Wednesday, October 14, 2015

Notes from the Odessa Street /Thames Path/ Red Crane development consultation

I seem to be spending far too much time talking about development plans and not enough about local history.  But on this post the two come together.  I went to the Hollybrook Homes exhibition at the Dockland Settlement this evening, which was introducing plans for the 1-3 Odessa Street site.  They had mounted a series of posters presenting their proposition for the new building project.  There were no hand-outs and I forgot to take my camera so I am afraid that I have been unable to provide images of the planned development.  

They are proposing to build a by-now familiar mix of different types of housing, with a commitment imposed by Southwark Council of at least 35% affordable housing.  The buildings will be between 4 and 10 storeys tall, will comprise around 50 homes (final number to be confirmed) and car parking for an as yet undetermined proportion of the homes being built (but likely to be around 50%, which was the same number being voiced for the St George's Quay, South Dock site).

If you have a real interest in this development, I would seriously recommend reading the Southwark Council report "Extending the Thames Riverside Footpath including Consequential Lands Transactions" at (it loads as a PDF) dating to 9th December 2014. It is focussed on this site and contains some insights not covered at the exhibition.

The unique features of the Hollybrook development are that it is planned for one of the truly miserable corners of Rotherhithe, just downriver (west) of where the former nightclub and its squatters are currently located, taking up the space currently occupied by the defunct youth club, sports ground and red derrick (crane).  Here's where all the main features are located:

The removal of the nightclub is part of the plan.  This would not only remove an eyesore but would open up another stretch of Thames Path, currently blocked by the nightclub itself.   In theory, this would enable Southwark Council to open up the Thames Path in front of New Caledonia Wharf and Odessa Wharf.  Although provision was made for the Thames Path to extend in front of these buildings it was never opened up, and the residents in New Caledonia have converted it to a terrace serving the building - and this has been the case for over 20 years.  Should the path be opened in front of New Caledonia, this would be something that would have to be negotiated between its residents and Southwark Council.  This means that although the idea of opening a huge stretch of the Thames Path would certainly be theoretically possible with the removal of the nightclub, it is by no means certain that Southwark Council could successfully negotiate for the return of the stretch of land currently in use by residents of New Caledonia Wharf.  Any New Caledonia Wharf residents reading this might want to have a look at the Southwark Council report "Extending the Thames Riverside Footpath including Consequential Lands Transactions" at (see sections 6, 7, 8 and 22).  There is also more on the Southwark Council website at:

As well as extending the Thames Path either a short way or all the way to Greenland Dock, there are plans for a "pocket park" (one of those pseudo-phrases like pop-up restaurant or tea-cup pig) which basically makes provision for a small green area within the development.  The development itself is shown skewed at an angle, which has been done to preserve existing mature trees, but I was unable to determine if any other mature trees were under threat.
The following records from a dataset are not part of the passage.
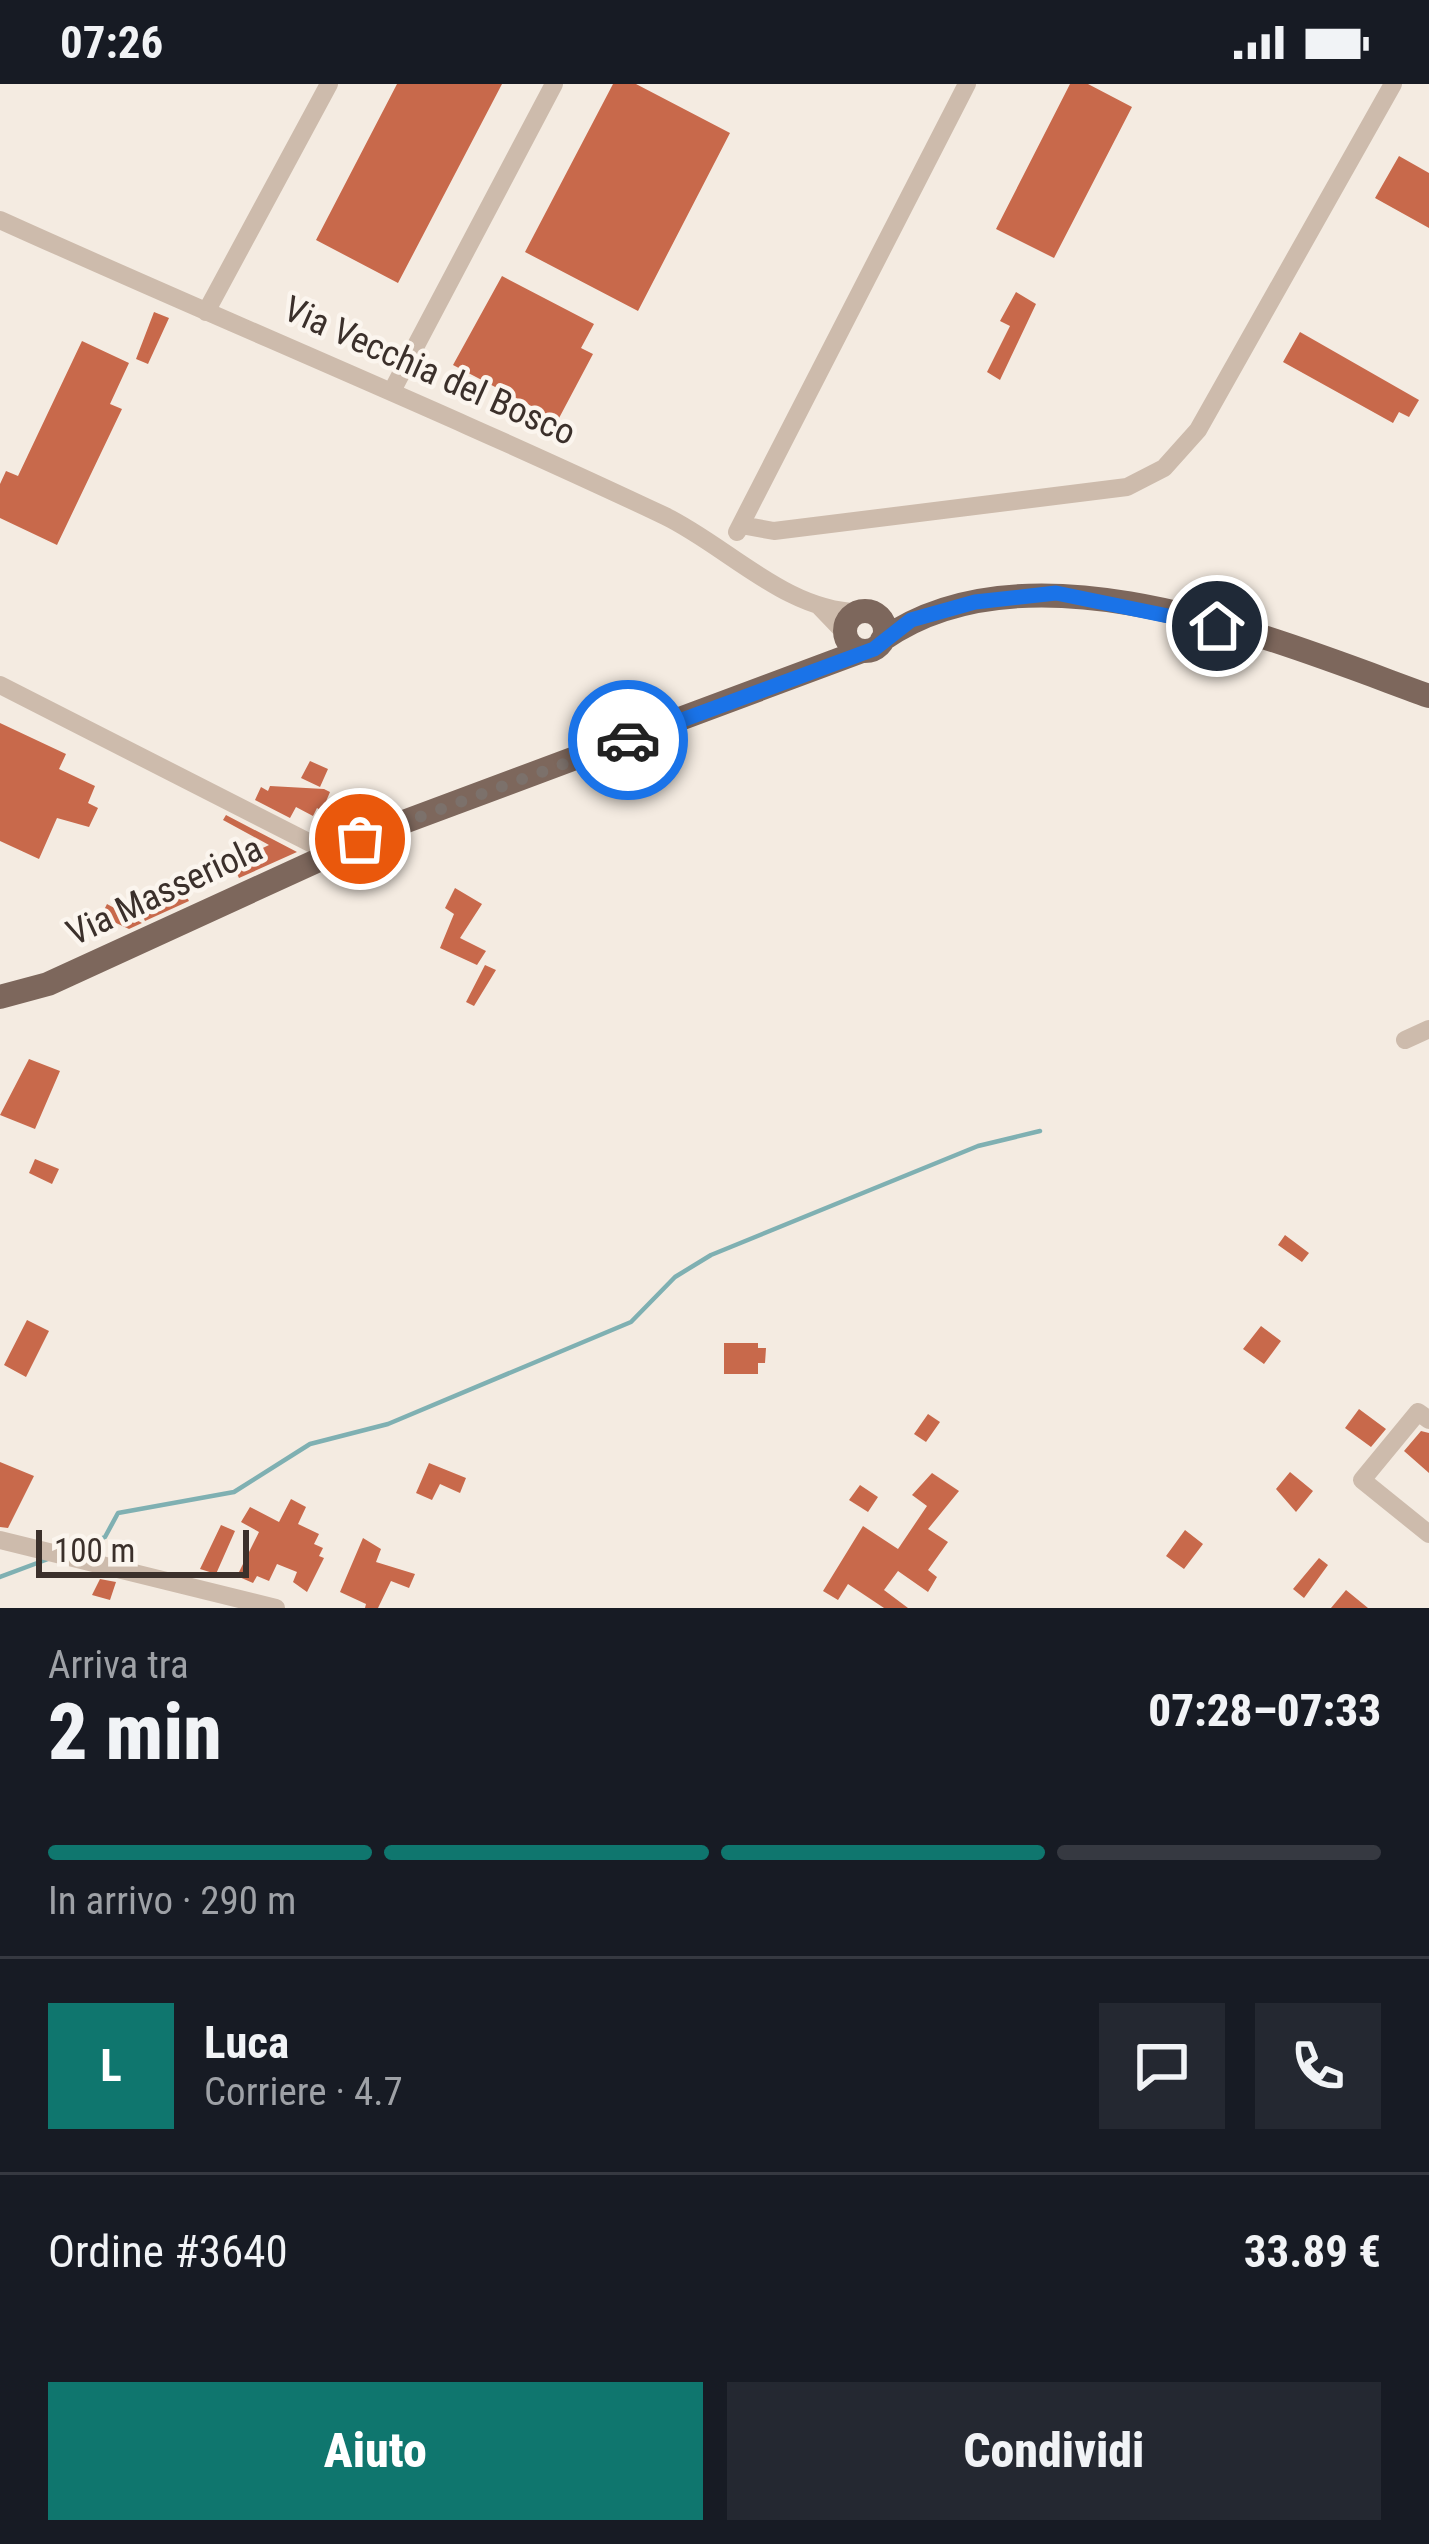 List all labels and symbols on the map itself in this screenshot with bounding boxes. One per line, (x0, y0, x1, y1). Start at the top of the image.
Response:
street label: Via Vecchia del Bosco (277, 288, 582, 454)
pin (1166, 575, 1268, 677)
courier (568, 680, 688, 800)
pin (309, 788, 411, 890)
street label: Via Masseriola (60, 827, 269, 955)
scale bar (36, 1524, 249, 1577)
A park, even a small one, would be a good thing.  The more greenery the better.  There's not much of it in that area of the Thames Path.
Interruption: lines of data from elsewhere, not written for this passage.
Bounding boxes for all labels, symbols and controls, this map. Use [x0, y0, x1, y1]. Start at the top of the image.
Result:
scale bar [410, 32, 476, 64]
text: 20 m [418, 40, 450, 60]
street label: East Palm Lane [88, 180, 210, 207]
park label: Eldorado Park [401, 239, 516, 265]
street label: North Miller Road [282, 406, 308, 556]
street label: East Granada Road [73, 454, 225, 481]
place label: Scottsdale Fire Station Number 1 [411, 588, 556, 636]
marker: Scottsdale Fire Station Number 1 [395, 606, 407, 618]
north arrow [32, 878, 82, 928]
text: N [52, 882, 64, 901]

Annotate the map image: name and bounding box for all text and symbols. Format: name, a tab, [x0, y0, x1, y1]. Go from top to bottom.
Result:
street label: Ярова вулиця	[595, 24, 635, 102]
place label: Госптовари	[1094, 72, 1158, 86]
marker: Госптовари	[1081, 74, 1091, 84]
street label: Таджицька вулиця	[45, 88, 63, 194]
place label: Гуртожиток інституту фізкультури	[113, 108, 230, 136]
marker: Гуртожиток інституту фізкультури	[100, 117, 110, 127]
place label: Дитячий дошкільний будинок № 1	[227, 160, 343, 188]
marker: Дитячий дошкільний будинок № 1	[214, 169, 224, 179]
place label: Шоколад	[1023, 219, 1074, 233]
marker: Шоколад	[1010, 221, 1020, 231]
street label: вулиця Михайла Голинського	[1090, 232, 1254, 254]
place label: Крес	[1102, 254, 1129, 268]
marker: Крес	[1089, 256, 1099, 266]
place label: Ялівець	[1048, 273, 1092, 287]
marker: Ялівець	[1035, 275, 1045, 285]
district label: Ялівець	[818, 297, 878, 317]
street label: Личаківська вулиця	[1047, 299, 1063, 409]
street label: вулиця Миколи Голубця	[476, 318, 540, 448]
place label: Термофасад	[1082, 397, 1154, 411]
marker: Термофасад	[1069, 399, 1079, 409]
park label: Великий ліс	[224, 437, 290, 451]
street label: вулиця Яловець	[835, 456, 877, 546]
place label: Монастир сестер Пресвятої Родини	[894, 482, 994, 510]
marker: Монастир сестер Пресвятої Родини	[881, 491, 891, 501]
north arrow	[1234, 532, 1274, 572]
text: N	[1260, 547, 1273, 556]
There are also plans for a cafe with views over the river to be built underneath one of the apartment buildings, which sounds like a very good idea, as long as it is sustainable.  If memory serves, the Surrey Docks Farm had a lot of trouble maintaining a cafe in their busy facility before the current Piccalilli Cafe was established.  I would image that one of the problems would be figuring out how to promote its survival during the week, when most people in the area are at work, and through the winter months.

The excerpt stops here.